* Assignment *
The only thing to report is how many lines of the data contain the word "Supermercado".

* Materials provided *
# # # #
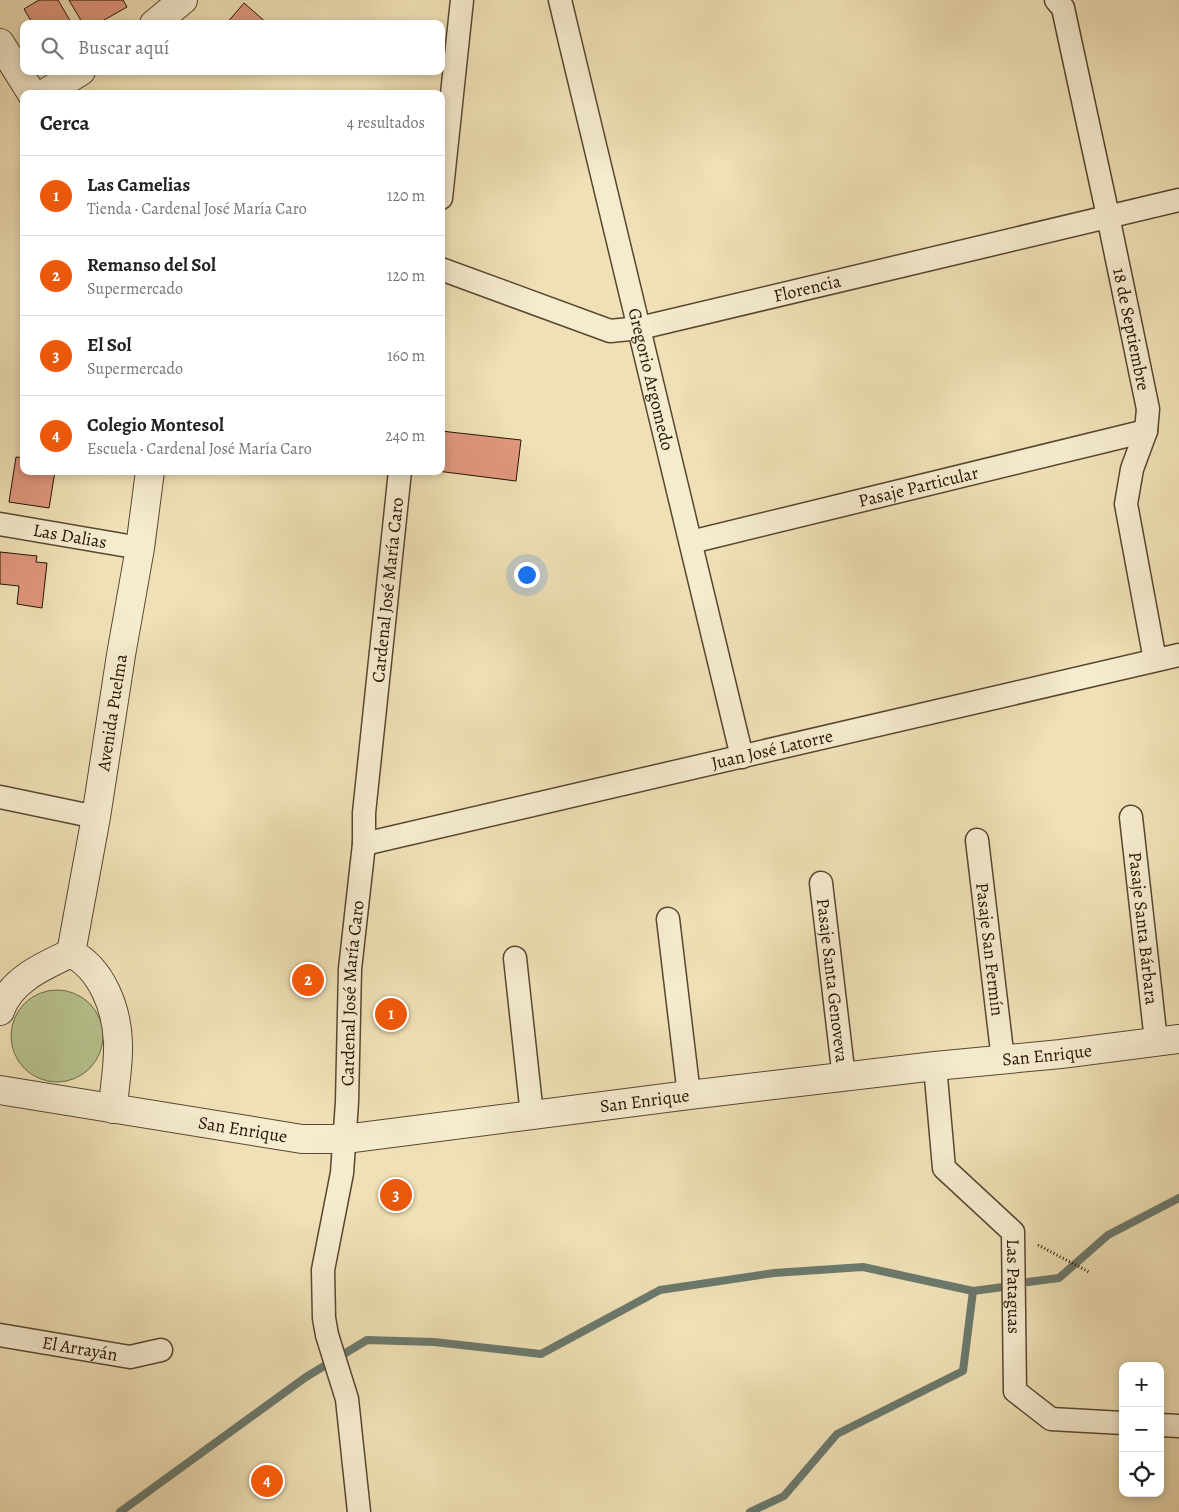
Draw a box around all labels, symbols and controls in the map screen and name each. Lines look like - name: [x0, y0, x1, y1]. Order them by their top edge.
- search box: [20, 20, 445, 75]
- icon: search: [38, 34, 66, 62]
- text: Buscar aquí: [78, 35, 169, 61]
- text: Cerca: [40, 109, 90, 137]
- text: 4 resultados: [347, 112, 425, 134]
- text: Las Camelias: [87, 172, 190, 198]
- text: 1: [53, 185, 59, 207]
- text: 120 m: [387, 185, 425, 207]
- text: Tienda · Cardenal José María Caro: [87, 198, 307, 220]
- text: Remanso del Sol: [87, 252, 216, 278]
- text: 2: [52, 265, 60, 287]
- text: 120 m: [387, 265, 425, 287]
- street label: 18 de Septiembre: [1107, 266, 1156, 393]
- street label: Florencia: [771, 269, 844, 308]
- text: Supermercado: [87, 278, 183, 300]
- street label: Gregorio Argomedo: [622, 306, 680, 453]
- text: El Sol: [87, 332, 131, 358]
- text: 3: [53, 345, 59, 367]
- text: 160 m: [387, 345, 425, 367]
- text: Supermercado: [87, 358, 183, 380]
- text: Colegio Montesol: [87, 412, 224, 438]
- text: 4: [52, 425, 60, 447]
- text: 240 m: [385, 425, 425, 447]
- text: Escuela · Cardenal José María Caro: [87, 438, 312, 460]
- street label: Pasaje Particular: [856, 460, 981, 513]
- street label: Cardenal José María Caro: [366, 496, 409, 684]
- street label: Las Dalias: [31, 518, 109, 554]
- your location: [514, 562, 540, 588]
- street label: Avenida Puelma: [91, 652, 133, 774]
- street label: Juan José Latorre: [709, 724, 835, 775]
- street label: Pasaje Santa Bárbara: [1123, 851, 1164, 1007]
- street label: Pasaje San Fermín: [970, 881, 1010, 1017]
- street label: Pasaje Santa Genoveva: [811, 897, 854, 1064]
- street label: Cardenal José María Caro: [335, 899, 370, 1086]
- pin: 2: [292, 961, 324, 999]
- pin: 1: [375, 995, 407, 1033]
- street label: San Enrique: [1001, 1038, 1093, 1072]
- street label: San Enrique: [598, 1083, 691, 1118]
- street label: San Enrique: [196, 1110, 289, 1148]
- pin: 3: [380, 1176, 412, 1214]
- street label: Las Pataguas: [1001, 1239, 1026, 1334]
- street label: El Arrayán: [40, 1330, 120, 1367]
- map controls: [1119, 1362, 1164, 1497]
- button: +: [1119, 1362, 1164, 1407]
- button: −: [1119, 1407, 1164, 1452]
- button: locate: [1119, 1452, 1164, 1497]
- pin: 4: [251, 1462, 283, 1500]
# # # #
* The completed task *
2